Nietszche estableció una analogía entre el estómago y la conciencia. ¿Piñera no estaría ofreciendo otra analogía entre conocimiento e indigestión? De nuevo Nietzsche: “Uno habla de estar enfermo del hombre sólo cuando uno no se lo puede digerir, aunque tenga el estómago lleno de él. La misantropía viene de un amor avaricioso del hombre y el canibalismo; ¿quién te mandó tragar hombres como ostras, príncipe Hamlet?”[14] Pero el narrador de Piñera no es misántropo, lo es la sociedad con su barbarie estatal (la guerra). El narrador resulta indigerible a los otros, incluyendo el perro. Puede ser tragado pero no asimilado (digerido). De igual forma el narrador encuentra a los otros seres humanos “indigeribles”, así que limita su comercio culinario a los niños, tal vez porque no han sido corrompidos por la sociedad, como los adultos. El impulso del narrador no es apetito ciego, ya que sólo ocurre cuatro veces al año, no todos los días.

El narrador ha dicho un “no” más rotundo que los novios de El no, para no decir más escalofriante, aunque al principio dice que espera que un día la patria vaya a reconocer sus méritos y erigirle una estatua. Sueña en que su “no” se hará un “sí”. A pesar de su deseo (de ser reconocido y homenajeado) sabe perfectamente que su “no” no puede ser público, que sería juzgado y ejecutado por sus actos.
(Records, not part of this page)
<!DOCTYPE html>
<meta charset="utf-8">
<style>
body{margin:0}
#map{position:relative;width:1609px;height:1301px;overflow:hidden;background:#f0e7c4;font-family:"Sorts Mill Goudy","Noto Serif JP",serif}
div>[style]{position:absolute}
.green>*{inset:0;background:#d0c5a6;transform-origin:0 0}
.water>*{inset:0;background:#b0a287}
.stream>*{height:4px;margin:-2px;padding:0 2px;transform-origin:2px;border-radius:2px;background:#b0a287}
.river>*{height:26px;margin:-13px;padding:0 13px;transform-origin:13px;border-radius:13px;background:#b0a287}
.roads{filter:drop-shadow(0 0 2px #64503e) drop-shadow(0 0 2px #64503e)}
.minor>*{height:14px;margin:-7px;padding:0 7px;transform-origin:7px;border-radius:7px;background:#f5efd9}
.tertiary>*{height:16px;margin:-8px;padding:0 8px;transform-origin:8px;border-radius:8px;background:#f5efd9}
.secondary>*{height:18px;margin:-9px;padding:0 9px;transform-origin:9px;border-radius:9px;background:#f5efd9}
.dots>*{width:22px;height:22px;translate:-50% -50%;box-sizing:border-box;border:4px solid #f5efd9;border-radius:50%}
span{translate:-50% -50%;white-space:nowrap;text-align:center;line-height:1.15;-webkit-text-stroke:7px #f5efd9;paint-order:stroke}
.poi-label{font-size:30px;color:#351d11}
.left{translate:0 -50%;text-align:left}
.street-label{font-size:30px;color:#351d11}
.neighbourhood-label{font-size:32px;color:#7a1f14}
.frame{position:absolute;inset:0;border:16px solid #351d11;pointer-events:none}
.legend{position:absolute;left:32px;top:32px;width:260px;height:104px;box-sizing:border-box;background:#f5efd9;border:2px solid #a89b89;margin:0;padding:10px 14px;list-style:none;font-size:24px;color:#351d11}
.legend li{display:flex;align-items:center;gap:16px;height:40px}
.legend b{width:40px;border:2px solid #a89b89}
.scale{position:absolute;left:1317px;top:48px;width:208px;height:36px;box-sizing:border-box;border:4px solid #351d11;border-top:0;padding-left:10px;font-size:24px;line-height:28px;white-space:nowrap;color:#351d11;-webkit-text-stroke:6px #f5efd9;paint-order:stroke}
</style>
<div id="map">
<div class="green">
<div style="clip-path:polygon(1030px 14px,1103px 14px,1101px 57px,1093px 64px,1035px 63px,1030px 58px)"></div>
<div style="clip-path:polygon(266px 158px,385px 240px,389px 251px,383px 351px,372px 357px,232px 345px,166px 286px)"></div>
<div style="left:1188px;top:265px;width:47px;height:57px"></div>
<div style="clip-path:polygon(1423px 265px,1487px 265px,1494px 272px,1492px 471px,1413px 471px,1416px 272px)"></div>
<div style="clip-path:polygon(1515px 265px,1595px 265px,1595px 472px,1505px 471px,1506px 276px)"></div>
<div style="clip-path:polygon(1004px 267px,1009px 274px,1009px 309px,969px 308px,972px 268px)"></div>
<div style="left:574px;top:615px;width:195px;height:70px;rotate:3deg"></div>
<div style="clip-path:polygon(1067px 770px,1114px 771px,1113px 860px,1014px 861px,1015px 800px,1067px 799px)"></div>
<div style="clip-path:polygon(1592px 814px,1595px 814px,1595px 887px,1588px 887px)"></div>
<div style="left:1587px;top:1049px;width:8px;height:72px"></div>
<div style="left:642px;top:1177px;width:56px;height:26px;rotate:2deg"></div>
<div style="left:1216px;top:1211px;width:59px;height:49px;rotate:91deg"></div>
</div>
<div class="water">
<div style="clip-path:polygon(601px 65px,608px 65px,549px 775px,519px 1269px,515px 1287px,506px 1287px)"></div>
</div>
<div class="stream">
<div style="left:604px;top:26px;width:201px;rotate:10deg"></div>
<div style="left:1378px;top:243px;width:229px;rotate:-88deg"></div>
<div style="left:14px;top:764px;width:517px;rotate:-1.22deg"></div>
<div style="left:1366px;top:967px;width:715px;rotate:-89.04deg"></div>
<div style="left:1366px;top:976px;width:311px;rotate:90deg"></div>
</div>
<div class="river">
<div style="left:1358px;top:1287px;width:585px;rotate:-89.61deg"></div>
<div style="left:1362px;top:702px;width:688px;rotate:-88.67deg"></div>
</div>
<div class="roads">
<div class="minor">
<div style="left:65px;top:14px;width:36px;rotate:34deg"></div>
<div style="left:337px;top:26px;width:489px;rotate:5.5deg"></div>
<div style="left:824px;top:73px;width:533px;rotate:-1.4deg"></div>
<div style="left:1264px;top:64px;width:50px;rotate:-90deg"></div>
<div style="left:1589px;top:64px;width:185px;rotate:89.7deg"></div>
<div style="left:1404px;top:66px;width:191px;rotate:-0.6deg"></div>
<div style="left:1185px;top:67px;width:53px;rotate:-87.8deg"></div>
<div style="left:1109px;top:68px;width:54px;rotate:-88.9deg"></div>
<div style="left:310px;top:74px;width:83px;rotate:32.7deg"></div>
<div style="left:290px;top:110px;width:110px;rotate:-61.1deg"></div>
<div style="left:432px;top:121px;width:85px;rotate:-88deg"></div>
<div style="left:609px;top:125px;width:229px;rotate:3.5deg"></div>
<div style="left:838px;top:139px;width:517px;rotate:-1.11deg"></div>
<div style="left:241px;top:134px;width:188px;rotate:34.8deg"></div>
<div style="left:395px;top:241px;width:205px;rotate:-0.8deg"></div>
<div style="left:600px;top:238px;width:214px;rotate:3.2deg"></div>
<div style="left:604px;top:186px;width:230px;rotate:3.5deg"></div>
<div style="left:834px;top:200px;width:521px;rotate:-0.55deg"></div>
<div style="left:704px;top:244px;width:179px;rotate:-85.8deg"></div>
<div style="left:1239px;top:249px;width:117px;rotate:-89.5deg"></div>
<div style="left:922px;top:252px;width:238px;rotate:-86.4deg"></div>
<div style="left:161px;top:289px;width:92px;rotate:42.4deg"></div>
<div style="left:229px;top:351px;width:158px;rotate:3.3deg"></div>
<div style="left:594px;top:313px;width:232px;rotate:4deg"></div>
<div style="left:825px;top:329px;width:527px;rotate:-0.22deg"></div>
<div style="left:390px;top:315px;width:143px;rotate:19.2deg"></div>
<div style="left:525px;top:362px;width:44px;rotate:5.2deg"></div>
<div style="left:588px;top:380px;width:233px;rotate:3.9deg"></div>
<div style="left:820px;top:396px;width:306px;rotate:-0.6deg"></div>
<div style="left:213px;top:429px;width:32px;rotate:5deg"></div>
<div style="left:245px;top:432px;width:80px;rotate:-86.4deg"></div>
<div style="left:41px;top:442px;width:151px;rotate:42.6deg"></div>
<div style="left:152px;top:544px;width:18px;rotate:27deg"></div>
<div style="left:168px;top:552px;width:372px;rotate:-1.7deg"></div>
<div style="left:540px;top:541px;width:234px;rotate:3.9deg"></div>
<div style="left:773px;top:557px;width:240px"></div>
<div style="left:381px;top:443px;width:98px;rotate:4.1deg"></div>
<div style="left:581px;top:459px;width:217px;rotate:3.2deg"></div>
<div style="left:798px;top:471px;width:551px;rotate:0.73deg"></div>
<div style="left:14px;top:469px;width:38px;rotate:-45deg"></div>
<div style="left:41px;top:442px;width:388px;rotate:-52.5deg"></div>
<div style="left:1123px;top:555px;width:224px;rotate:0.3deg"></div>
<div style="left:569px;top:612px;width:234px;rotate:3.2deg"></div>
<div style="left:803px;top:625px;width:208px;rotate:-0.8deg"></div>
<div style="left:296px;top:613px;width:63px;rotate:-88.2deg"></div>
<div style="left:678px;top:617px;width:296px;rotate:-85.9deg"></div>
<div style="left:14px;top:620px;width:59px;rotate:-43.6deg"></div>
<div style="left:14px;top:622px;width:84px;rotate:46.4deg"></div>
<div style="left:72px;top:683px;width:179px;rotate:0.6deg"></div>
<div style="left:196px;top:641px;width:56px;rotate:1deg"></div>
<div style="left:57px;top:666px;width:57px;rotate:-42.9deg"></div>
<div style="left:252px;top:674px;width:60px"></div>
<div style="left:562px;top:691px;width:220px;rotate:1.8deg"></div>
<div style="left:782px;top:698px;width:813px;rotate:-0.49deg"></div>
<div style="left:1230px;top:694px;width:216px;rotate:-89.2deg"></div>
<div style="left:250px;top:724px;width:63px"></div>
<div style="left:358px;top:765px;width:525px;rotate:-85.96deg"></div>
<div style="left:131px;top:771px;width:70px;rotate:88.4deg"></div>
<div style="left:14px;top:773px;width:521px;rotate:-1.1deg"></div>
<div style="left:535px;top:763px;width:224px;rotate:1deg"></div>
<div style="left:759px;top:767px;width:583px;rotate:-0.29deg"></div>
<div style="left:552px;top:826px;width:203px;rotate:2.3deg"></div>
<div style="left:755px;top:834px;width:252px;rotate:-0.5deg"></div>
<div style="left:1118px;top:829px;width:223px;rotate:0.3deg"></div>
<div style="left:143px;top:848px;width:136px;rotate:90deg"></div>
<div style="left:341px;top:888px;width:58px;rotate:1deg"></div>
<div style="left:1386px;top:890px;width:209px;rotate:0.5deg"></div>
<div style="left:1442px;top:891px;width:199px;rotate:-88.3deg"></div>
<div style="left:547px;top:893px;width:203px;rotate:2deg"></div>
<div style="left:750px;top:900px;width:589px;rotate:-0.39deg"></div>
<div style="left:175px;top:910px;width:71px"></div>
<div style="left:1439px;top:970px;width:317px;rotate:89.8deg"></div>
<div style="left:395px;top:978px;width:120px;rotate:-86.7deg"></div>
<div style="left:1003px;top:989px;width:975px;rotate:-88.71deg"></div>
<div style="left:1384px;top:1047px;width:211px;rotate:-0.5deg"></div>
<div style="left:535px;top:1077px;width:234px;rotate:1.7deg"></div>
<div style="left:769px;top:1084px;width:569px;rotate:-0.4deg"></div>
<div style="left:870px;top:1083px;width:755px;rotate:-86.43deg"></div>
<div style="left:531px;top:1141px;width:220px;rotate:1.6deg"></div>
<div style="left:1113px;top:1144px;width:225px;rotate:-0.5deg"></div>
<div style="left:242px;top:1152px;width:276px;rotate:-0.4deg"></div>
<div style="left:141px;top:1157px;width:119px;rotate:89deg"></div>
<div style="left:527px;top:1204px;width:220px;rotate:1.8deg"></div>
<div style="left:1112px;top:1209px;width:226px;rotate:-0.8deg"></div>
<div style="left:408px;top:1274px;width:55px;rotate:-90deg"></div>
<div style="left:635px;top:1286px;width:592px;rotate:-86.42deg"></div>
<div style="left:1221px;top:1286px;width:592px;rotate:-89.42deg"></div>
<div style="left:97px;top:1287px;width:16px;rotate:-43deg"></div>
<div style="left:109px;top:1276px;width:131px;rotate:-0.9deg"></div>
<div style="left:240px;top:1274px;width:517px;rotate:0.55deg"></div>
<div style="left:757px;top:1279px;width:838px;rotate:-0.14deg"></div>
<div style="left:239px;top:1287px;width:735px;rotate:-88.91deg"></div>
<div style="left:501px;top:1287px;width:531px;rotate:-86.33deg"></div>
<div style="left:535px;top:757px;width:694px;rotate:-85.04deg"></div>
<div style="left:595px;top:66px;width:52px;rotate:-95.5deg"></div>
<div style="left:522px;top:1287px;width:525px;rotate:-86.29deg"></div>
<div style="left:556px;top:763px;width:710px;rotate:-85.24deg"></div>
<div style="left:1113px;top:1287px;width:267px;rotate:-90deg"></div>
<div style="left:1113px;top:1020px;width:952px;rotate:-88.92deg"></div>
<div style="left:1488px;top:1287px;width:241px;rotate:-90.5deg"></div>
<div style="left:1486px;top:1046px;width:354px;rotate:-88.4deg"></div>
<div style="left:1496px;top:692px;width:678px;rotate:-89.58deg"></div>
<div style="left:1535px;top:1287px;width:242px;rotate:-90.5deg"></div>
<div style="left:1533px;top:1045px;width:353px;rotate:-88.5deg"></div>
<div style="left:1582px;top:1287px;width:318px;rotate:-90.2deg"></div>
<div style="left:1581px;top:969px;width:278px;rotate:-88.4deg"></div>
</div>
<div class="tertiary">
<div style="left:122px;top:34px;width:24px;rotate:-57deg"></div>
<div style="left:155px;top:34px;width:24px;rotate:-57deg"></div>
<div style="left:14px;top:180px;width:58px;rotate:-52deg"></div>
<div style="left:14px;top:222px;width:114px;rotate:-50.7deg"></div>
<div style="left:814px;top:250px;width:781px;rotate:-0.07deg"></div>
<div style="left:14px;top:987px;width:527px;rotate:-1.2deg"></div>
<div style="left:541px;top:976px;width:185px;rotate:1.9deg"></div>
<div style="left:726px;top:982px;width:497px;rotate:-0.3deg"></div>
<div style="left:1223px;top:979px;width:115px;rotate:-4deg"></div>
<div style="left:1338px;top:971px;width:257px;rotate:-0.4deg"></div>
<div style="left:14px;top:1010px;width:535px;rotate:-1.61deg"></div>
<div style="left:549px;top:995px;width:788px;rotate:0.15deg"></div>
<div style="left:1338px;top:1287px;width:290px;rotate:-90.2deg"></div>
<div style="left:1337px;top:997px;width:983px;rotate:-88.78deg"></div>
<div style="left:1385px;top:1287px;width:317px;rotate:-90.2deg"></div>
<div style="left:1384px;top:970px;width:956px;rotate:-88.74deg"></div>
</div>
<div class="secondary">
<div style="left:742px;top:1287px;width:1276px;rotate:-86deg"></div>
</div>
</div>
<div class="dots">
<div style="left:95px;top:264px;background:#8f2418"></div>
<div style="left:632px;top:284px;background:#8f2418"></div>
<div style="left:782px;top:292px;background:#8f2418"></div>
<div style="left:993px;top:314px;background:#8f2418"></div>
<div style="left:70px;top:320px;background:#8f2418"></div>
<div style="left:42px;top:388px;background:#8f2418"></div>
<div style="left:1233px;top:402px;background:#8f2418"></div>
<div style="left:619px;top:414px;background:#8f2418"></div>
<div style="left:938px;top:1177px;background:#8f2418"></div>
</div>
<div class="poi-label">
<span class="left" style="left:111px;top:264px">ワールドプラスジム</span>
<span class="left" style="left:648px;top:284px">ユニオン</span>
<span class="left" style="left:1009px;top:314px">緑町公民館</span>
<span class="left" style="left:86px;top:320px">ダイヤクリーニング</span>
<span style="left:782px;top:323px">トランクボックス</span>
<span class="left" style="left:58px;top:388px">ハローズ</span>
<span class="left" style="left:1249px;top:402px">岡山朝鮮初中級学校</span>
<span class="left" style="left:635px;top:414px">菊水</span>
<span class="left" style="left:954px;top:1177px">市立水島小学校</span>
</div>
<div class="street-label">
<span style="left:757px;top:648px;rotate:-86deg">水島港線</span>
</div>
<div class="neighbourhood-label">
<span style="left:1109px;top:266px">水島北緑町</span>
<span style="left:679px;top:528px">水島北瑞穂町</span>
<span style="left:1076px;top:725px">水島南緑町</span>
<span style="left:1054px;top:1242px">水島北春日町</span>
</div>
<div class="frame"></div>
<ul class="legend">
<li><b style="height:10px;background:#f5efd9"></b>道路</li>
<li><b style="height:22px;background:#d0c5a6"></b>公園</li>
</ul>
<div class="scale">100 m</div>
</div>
Los personajes (o sujetos reales) de Herzog también dicen no. En uno de sus primeros cortos, Ultimas palabras (1967), realizado mientras rodaba su primer largometraje, Señales de vida (1968), el protagonista es un hombre que ha sido forzado a abandonar su domicilio por un contagio de lepra. Filmado en Creta, este filme de trece minutos nos muestra un sujeto que resiente tener que haber abandonado su querida isla. No sale de día y ha rechazado hablar. De noche toca una lira en un cafetín. Sin duda, la experiencia de abandonar su hogar lo ha trastornado. En un momento dice directamente a la cámara: “No, no digo una sola palabra. Ni una palabra. Ni voy a decir no. De mí no van a oír una sola palabra. No digo nada. Si me dices que tengo que decir no, hasta eso lo rechazo.”[15] Este “no” al cuadrado de Últimas palabras podría estar en boca de un personaje de Piñera y no es una figura casual en el cine de Herzog: abundan seres que se enfrentan a la realidad (o huyen de ella) con una tenacidad inverosímil.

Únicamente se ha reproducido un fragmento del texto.